Fifty years ago the Jews of Europe were overtaken by a catastrophe few anticipated and the details of which still have the power to leave anyone of normal moral sensibility gasping. As much as any natural disaster, its horrors posed questions about the grounds of faith, amongst them the problem of evil. In due course Jewish theologians tried to answer these questions. On the basis of my own rather limited reading in this area - and of the understanding of an atheist - I summarize some of the main lines of the resulting literature.
It may be divided schematically into three broad approaches, though I make no claim that there is anything authoritative about this classification. (1) Some ventured a straightforward theodicy - justification of the ways of God. (2) Others proposed a theology of the 'death of God'. (3) A number of thinkers, whom I see as intermediate between these two positions, deployed notions of a God that is hidden or mysterious, limited or self-limiting, in a way that also limits His responsibility in history.
(1) There are different versions (Bernard Maza, Ignaz Maybaum) of a theology that vindicates God's ways before humankind: in one God pours out His fury upon the Jewish people who have strayed from their own tradition into secularist, assimilationist ways, in order to bring them back to the Torah; in another, the Holocaust represents a kind of progress through sacrifice, the progress here being that of bringing the Jewish people out of the middle ages (as in Eastern Europe) and the submissive ways of the shtetl into a more emancipated era of equality and justice.
Critics have been rather severe on this approach, in my own view rightly.
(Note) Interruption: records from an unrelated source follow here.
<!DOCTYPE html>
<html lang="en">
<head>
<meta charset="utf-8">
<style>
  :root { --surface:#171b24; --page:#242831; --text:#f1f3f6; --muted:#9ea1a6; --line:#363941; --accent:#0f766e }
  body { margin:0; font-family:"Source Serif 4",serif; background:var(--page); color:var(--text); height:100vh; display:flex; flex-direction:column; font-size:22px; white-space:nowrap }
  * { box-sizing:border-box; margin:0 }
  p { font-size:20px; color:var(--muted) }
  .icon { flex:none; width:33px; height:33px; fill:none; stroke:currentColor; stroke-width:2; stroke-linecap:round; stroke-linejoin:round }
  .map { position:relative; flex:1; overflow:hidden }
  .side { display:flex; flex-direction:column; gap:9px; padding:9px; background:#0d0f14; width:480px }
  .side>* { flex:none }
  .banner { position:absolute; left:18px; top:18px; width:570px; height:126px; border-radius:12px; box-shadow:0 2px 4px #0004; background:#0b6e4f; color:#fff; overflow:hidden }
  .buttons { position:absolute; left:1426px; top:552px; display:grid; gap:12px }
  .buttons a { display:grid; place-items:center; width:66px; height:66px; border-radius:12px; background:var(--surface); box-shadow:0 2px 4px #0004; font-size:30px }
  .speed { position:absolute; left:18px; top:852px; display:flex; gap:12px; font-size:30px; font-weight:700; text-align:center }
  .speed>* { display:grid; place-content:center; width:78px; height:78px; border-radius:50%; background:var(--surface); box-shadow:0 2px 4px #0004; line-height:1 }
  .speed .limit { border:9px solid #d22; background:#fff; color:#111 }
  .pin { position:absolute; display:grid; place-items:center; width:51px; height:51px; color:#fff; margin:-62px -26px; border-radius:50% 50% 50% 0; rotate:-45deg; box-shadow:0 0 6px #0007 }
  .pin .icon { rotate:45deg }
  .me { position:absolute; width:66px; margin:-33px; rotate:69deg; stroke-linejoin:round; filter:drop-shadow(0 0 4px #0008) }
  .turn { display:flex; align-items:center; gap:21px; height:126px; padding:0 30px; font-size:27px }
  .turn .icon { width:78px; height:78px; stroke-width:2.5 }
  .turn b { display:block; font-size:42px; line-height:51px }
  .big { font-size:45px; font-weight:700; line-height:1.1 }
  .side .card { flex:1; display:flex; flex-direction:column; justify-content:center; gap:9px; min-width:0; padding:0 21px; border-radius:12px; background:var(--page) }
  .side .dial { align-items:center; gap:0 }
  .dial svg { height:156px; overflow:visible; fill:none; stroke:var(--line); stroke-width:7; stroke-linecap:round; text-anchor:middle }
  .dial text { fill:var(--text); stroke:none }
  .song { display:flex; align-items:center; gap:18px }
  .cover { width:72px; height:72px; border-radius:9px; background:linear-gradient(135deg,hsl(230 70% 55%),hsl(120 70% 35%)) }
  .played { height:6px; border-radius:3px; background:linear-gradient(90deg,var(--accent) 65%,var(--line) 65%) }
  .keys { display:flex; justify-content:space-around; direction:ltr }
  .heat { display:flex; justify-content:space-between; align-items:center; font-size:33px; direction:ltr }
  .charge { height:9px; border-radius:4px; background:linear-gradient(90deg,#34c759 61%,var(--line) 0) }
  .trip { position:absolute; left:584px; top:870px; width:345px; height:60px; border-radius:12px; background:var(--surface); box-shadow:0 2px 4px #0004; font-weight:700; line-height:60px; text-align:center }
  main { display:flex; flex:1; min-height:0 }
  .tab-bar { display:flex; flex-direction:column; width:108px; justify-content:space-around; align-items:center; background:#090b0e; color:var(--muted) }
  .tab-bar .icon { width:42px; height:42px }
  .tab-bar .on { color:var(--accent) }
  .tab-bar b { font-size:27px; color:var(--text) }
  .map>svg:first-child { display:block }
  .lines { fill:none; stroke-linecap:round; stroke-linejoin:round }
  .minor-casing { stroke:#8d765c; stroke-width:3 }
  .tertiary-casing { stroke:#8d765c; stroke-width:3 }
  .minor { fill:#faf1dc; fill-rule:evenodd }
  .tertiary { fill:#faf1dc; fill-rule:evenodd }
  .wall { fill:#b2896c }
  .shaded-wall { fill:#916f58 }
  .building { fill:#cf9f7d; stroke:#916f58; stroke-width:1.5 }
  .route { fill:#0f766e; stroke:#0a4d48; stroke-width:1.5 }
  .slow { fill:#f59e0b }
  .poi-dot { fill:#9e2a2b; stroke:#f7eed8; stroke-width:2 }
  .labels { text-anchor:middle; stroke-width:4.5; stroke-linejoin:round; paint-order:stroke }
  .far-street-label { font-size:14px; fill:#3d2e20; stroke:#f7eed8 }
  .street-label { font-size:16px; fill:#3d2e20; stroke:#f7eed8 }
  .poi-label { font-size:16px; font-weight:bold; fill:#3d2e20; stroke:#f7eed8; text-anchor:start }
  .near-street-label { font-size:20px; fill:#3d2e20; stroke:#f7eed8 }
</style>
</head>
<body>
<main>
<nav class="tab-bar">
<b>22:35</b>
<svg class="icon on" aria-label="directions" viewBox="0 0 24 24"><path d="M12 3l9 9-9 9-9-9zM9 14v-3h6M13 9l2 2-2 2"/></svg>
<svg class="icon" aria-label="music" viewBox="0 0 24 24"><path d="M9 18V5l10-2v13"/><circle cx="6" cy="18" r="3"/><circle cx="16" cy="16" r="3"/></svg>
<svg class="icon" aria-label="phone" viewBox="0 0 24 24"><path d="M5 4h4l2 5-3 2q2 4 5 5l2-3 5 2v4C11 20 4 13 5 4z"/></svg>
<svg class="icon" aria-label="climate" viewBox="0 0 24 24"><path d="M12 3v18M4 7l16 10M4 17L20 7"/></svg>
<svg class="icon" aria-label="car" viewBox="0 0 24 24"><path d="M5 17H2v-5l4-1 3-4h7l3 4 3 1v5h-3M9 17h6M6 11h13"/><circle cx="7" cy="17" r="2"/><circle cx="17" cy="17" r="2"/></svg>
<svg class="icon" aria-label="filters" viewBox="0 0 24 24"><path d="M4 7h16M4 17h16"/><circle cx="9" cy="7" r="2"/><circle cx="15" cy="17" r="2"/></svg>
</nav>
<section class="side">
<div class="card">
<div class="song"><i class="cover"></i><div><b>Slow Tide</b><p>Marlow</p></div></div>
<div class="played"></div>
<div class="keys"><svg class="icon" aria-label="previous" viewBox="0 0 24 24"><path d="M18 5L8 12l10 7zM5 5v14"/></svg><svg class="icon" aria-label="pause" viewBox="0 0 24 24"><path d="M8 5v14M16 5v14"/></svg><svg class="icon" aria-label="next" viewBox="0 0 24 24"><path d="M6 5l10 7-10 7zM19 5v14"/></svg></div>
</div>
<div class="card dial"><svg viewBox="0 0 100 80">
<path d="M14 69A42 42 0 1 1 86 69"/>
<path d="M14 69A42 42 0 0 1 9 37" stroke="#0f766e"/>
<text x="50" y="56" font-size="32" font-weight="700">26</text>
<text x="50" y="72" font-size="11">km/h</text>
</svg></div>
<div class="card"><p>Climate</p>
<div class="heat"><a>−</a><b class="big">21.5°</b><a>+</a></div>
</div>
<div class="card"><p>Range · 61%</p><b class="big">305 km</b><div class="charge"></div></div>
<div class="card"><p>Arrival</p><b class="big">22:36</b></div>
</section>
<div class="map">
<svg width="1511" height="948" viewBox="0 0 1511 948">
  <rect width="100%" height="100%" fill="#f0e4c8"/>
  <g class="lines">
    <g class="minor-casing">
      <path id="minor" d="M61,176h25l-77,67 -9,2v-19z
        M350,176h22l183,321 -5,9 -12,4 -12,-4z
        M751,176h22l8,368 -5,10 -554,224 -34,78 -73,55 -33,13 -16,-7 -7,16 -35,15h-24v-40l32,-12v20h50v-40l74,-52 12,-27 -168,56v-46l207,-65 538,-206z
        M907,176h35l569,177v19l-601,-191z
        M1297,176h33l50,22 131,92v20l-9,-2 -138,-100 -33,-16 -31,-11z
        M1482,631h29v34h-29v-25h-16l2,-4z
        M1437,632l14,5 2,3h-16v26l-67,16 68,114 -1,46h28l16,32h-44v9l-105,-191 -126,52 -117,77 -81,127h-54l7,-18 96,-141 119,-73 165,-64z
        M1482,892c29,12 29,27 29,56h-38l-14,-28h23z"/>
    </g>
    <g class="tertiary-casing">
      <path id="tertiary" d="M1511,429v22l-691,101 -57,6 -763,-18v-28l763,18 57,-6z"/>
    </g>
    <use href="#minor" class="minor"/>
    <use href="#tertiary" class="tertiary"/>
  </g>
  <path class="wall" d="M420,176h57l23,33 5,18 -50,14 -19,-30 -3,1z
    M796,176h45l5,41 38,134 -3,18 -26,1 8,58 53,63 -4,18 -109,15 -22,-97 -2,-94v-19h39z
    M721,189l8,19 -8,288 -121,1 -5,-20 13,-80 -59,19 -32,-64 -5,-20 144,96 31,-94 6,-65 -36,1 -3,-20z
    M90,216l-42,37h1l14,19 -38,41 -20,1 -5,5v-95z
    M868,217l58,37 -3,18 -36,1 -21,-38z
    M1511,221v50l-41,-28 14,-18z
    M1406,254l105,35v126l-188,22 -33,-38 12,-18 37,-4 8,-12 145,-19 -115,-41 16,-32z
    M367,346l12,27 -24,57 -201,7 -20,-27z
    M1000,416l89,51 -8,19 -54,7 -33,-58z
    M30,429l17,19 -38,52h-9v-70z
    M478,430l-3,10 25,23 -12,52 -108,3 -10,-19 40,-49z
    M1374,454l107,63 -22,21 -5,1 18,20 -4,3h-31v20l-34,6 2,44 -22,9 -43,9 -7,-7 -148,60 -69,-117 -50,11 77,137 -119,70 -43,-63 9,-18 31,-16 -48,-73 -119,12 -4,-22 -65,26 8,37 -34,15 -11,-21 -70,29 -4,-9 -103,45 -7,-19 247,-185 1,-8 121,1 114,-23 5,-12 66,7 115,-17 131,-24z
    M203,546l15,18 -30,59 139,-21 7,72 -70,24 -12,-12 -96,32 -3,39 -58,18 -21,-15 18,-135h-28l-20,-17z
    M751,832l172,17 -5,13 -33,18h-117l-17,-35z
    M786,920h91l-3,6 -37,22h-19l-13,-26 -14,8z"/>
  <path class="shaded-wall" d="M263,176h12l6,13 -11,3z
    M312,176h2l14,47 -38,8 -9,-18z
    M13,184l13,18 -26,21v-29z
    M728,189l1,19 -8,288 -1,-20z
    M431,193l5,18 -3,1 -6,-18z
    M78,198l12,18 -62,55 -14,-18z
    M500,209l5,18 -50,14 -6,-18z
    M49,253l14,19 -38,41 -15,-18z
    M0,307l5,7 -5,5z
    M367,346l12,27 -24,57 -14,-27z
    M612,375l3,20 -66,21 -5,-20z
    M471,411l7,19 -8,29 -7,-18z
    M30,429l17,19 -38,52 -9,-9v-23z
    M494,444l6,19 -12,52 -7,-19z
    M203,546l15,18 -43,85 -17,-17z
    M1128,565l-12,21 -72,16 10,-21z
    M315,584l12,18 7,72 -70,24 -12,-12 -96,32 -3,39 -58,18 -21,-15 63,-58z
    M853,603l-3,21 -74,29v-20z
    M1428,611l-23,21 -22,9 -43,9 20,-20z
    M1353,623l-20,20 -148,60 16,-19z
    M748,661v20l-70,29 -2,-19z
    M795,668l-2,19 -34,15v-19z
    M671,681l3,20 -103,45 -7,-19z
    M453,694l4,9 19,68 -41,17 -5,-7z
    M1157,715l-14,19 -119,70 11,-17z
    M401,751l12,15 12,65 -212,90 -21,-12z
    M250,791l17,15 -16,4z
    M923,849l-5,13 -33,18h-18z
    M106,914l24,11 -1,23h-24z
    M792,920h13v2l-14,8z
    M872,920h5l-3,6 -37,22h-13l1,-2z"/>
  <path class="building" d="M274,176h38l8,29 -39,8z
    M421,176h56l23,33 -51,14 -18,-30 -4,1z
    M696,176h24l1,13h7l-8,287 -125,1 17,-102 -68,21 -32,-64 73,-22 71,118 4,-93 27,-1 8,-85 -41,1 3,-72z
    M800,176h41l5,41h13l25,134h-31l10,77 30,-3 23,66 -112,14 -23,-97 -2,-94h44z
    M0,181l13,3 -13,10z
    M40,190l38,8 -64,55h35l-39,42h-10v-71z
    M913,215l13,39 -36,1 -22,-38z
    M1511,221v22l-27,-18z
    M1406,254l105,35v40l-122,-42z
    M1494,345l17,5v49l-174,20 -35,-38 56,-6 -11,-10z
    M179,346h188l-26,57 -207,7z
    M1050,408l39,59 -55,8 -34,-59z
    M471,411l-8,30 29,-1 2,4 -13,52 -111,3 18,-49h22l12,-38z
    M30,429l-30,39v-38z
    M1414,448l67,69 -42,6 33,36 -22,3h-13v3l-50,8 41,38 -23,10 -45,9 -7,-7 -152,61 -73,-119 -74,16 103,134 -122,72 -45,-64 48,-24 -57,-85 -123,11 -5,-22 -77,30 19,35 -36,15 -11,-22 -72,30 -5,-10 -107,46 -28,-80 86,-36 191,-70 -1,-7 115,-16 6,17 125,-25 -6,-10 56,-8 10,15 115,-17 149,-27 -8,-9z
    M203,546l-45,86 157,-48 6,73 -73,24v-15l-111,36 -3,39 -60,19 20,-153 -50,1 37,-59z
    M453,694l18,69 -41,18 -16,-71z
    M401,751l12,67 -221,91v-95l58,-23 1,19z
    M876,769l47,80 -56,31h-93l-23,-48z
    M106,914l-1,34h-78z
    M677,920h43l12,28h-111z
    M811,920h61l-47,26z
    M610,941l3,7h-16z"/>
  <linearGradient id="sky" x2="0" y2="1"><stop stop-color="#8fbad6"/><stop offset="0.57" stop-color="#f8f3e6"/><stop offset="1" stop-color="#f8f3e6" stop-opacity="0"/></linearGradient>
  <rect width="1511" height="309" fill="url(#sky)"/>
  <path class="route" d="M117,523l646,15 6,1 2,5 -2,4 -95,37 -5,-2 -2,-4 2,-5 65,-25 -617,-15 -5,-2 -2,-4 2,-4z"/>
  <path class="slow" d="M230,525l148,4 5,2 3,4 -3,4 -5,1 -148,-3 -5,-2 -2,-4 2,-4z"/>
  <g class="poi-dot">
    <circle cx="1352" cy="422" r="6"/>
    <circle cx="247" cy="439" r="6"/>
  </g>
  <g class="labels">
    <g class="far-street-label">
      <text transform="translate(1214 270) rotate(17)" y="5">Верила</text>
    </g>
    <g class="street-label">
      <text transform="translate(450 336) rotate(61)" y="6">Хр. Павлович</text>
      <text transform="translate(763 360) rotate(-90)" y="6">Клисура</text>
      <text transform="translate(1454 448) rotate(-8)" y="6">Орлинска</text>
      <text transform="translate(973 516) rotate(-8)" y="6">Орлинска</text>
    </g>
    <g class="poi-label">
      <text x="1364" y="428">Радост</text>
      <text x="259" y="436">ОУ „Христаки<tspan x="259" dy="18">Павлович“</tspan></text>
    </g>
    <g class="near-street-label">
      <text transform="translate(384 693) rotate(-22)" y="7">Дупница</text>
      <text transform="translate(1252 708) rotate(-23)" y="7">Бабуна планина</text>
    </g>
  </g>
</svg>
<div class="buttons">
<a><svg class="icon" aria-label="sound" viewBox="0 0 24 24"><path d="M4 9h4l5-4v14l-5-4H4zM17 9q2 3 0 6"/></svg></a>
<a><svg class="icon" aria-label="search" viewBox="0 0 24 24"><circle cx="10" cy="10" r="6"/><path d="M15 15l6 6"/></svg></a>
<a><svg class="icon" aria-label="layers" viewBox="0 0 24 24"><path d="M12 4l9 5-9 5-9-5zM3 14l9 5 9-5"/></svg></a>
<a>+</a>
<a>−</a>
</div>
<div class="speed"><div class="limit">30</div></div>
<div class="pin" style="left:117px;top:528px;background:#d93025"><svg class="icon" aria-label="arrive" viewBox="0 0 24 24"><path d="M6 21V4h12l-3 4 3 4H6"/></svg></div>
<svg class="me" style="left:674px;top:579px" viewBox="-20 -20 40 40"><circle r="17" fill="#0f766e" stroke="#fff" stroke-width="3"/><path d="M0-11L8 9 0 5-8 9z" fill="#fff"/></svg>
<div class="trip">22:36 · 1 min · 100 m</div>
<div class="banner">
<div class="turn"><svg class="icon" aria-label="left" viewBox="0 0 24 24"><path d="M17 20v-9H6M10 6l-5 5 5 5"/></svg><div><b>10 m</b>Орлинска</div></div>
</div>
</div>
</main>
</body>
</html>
It endows such terrible suffering with too easy a meaning and justification. Even leaving aside the empirical basis of the above claims - for example, a secularizing trend amongst Jews has continued - how could a just and beneficent God have presided over that? Could He not have found less terrible means for achieving the same purposes?
(2) The second approach is associated mainly with the name of Richard Rubenstein and is founded on these sceptical questions. For Rubenstein the idea of an omnipotent, beneficent God at work in history, as in traditional Jewish theology, can no longer be sustained. It would imply that the most demonic, anti-human explosion was an expression of God's purposes. That a God worthy of human adoration could have been responsible for Auschwitz is obscene. This didn't lead Rubenstein to atheism, strictly speaking, but to a sort of mystical, natural religion. Yet, for him the thread uniting humankind to God was now broken: there is no ulterior meaning or purpose at work in the cosmos and history; we are unaided by any power beyond our own resources. I am not sure if the position we are left with here truly counts as being a religious one or not.
(3) For Hans Jonas also - the thinker I personally find most interesting as a representative of the 'intermediate' approaches - a providential God intervening in history, as in the traditional Jewish conception, had to go. It is replaced by a notion of the Divine as the ground of being, which forfeits its own integrity, gives itself over to chance and the risk of becoming - a kind of self-limitation which opens the way to human freedom, under the responsibility for good and evil. The image of God passes into humanity's trust, 'to be completed... or spoiled' by what humanity does in the world. Jonas's conception implies a suffering and caring God, an endangered God, but not an omnipotent God; for He has divested Himself of the power to intervene. Humankind is now charged with the burden of fulfilling God's purpose - in freedom. This purpose is not, therefore, a pre-given end. It is a chance only, a possibility.
The more open structure here is common to other post-Holocaust Jewish theologians. Eliezer Berkovits has God renouncing His power, shackling His own omnipotence, and adds the idea of His hiddenness. God hides His face from human tribulation, not through indifference, but to create a space for human freedom, which results in evil as well as good. For Arthur Cohen, God becomes utter mystery, unfathomable and terrifying; to which the Holocaust is a kind of counter-mystery also defying explanation - infinity of evil, orgiastic celebration of death. The emphasis in Cohen is darker than in Jonas. In the human is a configuration of evil destructive of the rational optimisms of the nineteenth century. Still, God is 'the mystery of our futurity'. From Elie Wiesel, finally, I'll pick out just this thread: his is a theology of protest, of a defiant dialogue with God, one challenging God's silence in face of such suffering, such enormity; provided that the challenge is for humanity and not against it.
I don't know if I'm well-placed to speak about the relative cogency of these different approaches, being attached to none of them. But I think the criticisms of the first approach are sound. And I cannot really see why 'death of God' theology stops short of atheism. As to the third broad approach - well, sufficient unto the day.